(Beginning of Supplied information)

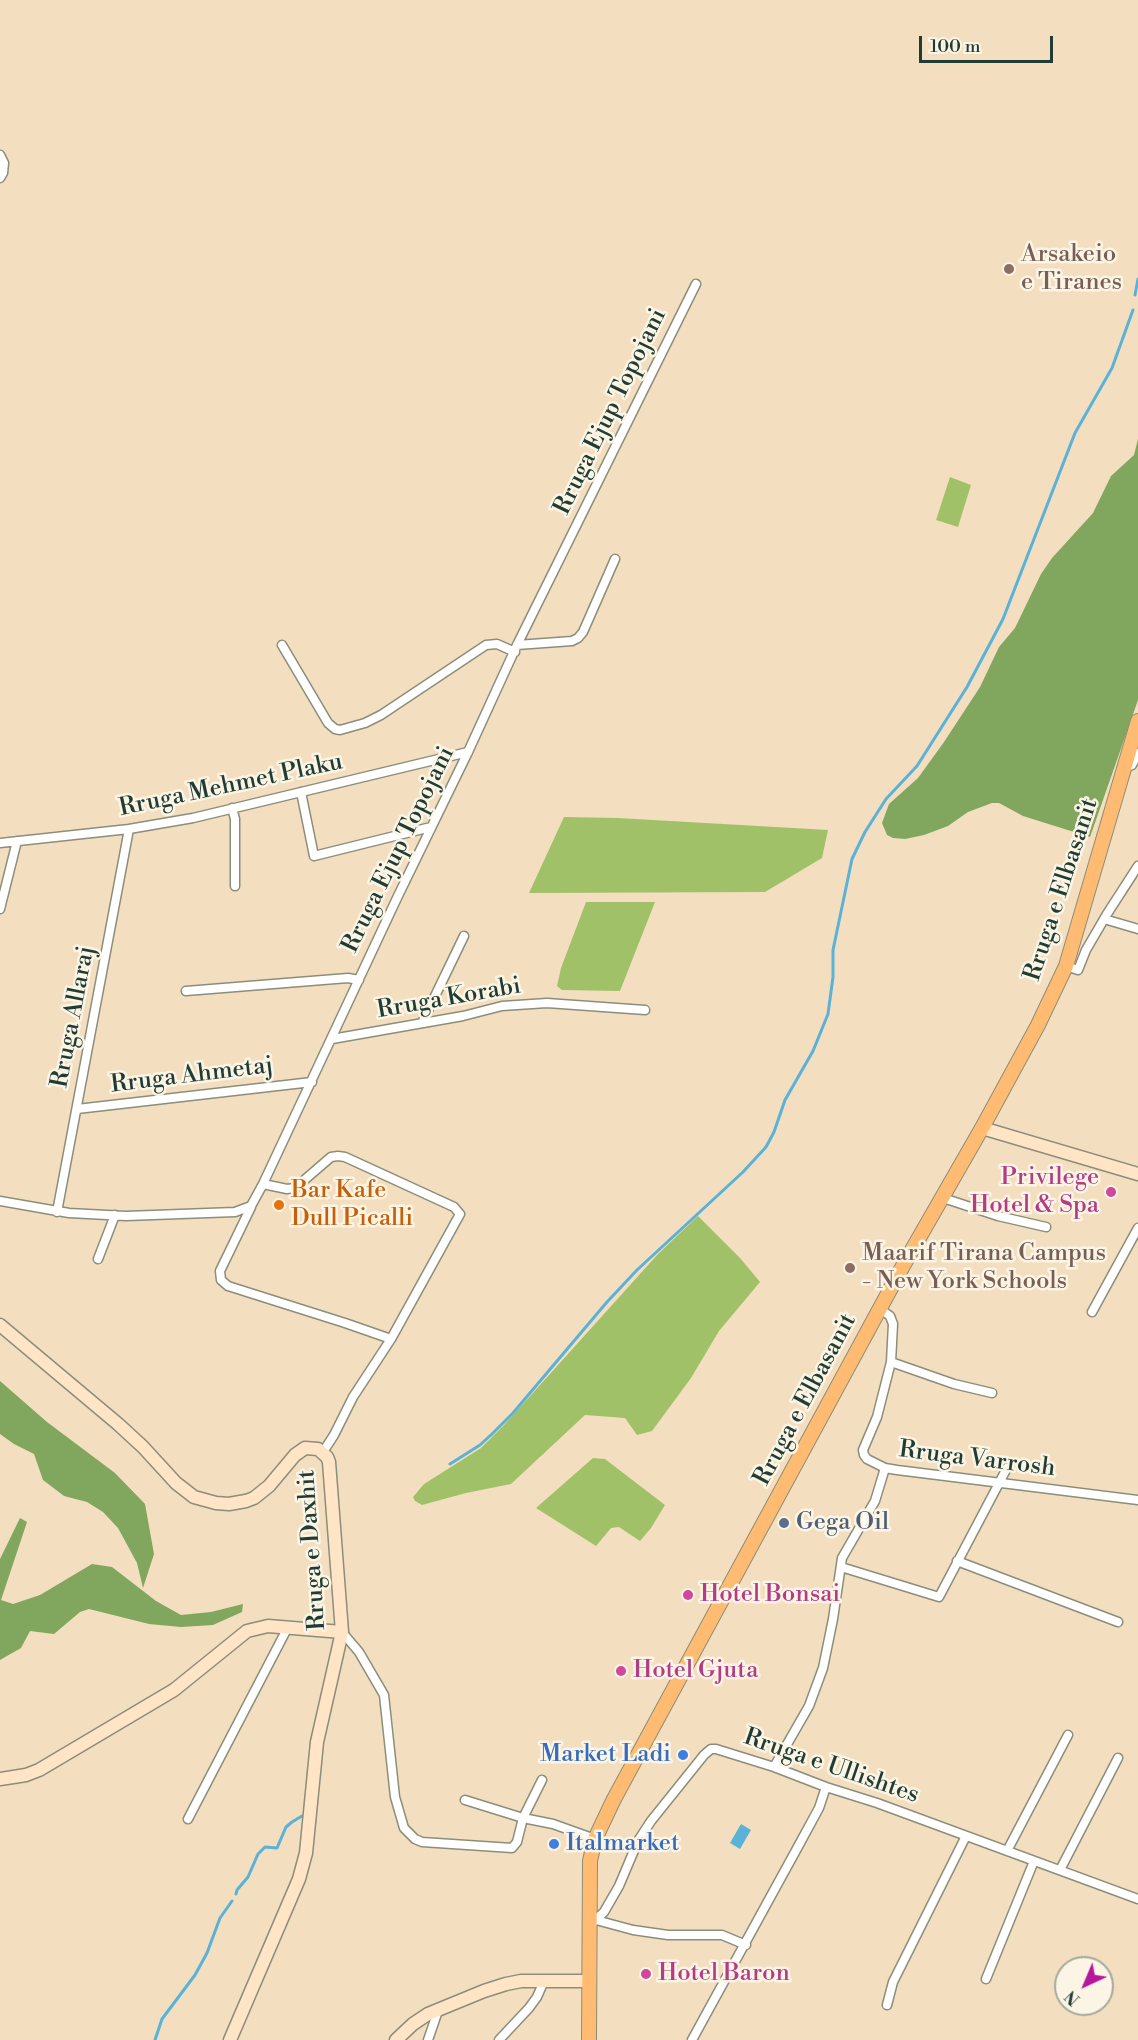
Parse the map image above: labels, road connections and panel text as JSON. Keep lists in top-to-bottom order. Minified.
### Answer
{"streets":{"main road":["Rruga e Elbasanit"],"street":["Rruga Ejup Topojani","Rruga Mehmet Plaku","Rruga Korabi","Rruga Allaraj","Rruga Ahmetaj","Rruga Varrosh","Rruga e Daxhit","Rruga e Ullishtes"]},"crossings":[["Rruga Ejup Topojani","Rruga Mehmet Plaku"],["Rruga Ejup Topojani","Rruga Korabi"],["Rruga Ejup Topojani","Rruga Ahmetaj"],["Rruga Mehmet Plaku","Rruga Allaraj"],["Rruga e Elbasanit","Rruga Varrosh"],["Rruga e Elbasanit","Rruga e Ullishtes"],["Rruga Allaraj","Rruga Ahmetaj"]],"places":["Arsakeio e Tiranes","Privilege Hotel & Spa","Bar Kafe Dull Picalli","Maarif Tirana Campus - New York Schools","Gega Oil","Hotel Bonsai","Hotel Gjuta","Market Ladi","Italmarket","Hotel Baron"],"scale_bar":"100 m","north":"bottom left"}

(End of Supplied information)

Report every line above that has the string "road" in it.

### Solution to this problem
Parse the map image above: labels, road connections and panel text as JSON. Keep lists in top-to-bottom order. Minified.
{"streets":{"main road":["Rruga e Elbasanit"],"street":["Rruga Ejup Topojani","Rruga Mehmet Plaku","Rruga Korabi","Rruga Allaraj","Rruga Ahmetaj","Rruga Varrosh","Rruga e Daxhit","Rruga e Ullishtes"]},"crossings":[["Rruga Ejup Topojani","Rruga Mehmet Plaku"],["Rruga Ejup Topojani","Rruga Korabi"],["Rruga Ejup Topojani","Rruga Ahmetaj"],["Rruga Mehmet Plaku","Rruga Allaraj"],["Rruga e Elbasanit","Rruga Varrosh"],["Rruga e Elbasanit","Rruga e Ullishtes"],["Rruga Allaraj","Rruga Ahmetaj"]],"places":["Arsakeio e Tiranes","Privilege Hotel & Spa","Bar Kafe Dull Picalli","Maarif Tirana Campus - New York Schools","Gega Oil","Hotel Bonsai","Hotel Gjuta","Market Ladi","Italmarket","Hotel Baron"],"scale_bar":"100 m","north":"bottom left"}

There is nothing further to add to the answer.